A Bad Day for Bunker, and Noses, Marauding bluefish drove tens of thousands of menhaden to their deaths

Tens of thousands of juvenile menhaden - known as peanut bunker - died in the shallow water of a narrow channel at the northeast end of Three Mile Harbor on Friday night or Saturday morning. Eighty-degree weather quickly turned the scene into an olfactory nightmare.
Carol Hayes, who lives in the neighborhood, was walking around Maidstone Park as usual on Monday with her friends, Diane and Brittany Emery of Medford, N.J., and Kristin Womack, who was visiting from Mississippi. "We can't do it. We can't go all the way around. It's worse today," Ms. Hayes said, after hitting a wall of putrescence carried on a stiff, southwest wind.
"You get used to it, but then there's a gust of wind and you get a big whiff," said Elise Thorsen, an East Hampton Town lifeguard whose stand was stationed a quarter-mile away from the die-off, but directly downwind.
"It looked like silver snow," said Ken Rafferty, a light-tackle fishing guide who keeps his boat at Sunset Cove Marina, not far from where the mass of shiny-sided fish were heaped along the shore.
Bill Taylor, the town's waterways management supervisor, said it appeared that a school of bluefish had chased the peanut bunker into warm, shallow water, where they quickly used up the available oxygen.
"It's a dead end up there. On Saturday, we could see that many of them were bitten. We saw other kinds of fish swimming happily," Mr. Taylor said, meaning that the mass killing was probably a solitary event unrelated to problems with the water itself. "Between their excitement, the water temperature, and the shallow water - we've sent a sample of the water away to be tested anyway."
Also called mossbunker, pogy, or fat back, bunker swim in large schools made up of hundreds and thousands of silver-sided individuals. They feed on microscopic plants and the smallest crustaceans, which they filter from the water with comblike gill rakers. Adults grow to about a foot in length. This "industrial" species was, and continues to be, harvested for its oil and for animal feed, and was processed for many years at the Smith Meal plant at Promised Land on Napeague.
The oily fish are the favorite prey of a great number of species including whales, dolphins, sharks, pollack, cod, and swordfish. But, according to the "Fishes of the Gulf of Maine," bluefish are the bunkers' "worst enemy."

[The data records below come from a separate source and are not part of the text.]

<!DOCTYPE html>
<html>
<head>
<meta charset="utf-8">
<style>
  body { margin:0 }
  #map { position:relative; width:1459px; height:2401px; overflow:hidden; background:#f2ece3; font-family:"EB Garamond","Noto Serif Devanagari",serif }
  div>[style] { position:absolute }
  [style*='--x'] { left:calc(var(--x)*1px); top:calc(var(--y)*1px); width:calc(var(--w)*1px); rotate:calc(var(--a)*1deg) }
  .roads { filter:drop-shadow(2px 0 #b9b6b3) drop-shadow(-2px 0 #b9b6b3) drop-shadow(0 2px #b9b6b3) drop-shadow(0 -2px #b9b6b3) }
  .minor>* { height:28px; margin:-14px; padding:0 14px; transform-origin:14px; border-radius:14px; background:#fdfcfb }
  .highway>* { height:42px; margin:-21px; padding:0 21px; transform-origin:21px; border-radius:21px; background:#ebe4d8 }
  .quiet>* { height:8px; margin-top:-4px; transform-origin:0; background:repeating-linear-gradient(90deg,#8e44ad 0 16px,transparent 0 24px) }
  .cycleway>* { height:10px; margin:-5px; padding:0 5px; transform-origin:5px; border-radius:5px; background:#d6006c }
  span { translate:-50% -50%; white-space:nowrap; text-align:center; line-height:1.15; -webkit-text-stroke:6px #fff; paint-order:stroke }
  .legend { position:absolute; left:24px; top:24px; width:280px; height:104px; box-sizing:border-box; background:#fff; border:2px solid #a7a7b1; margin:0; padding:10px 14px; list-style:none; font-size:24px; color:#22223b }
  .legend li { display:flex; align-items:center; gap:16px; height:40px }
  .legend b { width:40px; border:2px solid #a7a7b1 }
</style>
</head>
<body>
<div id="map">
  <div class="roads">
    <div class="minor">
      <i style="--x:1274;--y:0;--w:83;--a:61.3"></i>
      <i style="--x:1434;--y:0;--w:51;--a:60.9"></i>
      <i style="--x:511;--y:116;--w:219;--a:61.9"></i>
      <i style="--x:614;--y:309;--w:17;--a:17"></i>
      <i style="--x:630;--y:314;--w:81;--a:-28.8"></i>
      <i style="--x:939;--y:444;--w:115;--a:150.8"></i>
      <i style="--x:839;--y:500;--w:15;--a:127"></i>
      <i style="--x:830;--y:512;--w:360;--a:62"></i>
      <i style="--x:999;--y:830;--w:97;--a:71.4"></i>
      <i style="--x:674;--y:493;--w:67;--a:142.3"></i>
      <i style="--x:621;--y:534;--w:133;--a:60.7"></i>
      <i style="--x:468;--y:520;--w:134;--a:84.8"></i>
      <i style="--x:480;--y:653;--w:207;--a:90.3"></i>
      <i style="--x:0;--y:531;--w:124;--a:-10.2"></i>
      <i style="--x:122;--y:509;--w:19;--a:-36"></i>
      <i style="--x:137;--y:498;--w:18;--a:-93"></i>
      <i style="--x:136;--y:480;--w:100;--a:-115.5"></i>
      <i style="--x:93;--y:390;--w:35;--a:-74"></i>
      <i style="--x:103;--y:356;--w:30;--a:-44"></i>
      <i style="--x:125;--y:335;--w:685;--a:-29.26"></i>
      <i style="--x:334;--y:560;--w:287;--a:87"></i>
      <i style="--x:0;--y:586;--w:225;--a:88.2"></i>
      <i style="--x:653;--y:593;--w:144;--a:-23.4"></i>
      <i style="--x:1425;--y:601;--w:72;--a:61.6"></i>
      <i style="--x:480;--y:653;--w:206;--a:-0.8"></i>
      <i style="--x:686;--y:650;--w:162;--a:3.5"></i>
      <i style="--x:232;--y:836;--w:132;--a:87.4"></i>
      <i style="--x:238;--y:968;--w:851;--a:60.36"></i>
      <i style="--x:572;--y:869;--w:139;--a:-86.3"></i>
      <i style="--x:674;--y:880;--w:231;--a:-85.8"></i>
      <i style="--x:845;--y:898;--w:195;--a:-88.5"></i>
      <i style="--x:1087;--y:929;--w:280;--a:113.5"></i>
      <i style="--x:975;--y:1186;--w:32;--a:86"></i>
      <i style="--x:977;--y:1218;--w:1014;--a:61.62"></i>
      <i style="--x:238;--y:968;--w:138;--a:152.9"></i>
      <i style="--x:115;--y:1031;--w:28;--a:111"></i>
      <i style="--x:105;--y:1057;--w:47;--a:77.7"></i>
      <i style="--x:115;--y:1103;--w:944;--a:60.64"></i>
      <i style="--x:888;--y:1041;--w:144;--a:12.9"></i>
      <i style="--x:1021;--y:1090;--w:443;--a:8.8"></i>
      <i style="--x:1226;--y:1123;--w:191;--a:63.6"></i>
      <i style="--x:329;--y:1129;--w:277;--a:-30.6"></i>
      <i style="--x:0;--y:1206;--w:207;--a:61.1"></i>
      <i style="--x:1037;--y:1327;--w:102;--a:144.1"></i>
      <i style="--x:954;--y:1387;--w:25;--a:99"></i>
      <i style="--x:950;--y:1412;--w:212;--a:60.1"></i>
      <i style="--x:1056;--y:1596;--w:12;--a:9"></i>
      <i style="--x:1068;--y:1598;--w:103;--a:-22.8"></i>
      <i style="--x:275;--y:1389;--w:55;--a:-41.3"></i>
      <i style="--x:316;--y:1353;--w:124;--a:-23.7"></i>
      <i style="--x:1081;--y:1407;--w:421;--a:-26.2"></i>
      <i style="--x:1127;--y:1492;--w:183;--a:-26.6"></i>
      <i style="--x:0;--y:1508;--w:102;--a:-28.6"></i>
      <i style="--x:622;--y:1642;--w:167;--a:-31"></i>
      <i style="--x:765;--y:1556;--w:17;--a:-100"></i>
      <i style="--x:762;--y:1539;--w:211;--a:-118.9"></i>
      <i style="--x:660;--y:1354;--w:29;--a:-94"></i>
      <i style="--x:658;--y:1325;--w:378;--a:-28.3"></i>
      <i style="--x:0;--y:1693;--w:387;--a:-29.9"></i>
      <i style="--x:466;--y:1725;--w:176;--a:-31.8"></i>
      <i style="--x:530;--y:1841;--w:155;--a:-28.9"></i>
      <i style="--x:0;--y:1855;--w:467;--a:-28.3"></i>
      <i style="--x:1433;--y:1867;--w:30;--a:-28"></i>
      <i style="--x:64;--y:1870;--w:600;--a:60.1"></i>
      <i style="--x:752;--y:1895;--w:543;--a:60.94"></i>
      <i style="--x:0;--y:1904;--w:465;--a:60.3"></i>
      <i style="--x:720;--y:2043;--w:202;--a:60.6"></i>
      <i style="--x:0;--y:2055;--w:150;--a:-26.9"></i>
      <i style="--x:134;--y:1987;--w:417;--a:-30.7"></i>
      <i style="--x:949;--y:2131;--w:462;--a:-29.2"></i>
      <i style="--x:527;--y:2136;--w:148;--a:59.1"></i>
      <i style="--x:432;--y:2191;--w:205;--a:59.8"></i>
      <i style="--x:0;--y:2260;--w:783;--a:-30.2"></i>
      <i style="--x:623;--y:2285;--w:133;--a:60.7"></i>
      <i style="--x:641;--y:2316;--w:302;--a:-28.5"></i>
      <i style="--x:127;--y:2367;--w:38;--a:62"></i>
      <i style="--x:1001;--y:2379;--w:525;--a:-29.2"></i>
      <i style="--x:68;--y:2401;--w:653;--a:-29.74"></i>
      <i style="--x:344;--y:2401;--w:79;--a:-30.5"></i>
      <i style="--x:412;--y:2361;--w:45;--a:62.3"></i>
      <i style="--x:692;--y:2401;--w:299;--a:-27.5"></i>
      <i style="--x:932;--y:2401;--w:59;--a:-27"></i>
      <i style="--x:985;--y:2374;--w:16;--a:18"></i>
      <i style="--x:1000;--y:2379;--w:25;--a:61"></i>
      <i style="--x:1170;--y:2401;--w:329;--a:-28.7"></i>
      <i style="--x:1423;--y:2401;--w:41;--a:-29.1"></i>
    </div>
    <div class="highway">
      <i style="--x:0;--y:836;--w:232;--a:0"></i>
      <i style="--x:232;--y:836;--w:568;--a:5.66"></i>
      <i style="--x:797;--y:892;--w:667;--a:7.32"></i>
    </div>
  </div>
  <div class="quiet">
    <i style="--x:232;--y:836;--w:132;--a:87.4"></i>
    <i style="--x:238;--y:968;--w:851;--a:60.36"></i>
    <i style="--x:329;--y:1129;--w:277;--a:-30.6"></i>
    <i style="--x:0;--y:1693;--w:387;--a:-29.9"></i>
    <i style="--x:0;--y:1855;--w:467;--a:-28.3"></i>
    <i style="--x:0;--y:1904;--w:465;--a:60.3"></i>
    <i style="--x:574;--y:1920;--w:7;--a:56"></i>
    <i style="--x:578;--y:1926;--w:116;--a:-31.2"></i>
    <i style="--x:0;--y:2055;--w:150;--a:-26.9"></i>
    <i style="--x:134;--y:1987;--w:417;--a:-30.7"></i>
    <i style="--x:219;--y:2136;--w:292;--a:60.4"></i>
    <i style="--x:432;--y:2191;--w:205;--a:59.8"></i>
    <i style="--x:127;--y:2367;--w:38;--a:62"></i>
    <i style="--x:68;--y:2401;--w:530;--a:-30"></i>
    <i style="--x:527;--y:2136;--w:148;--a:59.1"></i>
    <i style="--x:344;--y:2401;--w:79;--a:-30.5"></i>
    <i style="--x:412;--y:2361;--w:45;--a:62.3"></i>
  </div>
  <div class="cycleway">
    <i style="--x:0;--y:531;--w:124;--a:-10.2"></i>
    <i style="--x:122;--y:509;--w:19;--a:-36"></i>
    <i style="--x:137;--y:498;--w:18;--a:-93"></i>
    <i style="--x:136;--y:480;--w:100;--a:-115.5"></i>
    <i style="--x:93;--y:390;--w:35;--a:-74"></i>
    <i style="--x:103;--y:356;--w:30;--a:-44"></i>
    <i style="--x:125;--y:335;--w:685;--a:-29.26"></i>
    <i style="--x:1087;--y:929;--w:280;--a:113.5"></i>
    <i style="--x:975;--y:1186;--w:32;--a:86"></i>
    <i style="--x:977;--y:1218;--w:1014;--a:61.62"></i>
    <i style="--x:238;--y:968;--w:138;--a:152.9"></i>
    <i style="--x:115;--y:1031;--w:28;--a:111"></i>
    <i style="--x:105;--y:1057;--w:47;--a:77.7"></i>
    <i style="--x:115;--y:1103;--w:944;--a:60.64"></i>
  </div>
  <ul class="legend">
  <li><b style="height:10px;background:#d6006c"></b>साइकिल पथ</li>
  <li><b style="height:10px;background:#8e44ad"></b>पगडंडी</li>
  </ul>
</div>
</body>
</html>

"Not only do these pirates devour millions of menhaden every summer, but they kill far more than they eat . . . Menhaden often strand in myriads in shoal water, either in their attempt to escape their enemies or for other reasons, to perish and pollute the air for weeks with the stench of their decaying carcasses," the book states.
By yesterday, tide and birds had removed most of the peanut bunker carcasses, but their spirit remained in the air. "There's less of them, but they smelled a lot worse," Mr. Taylor said.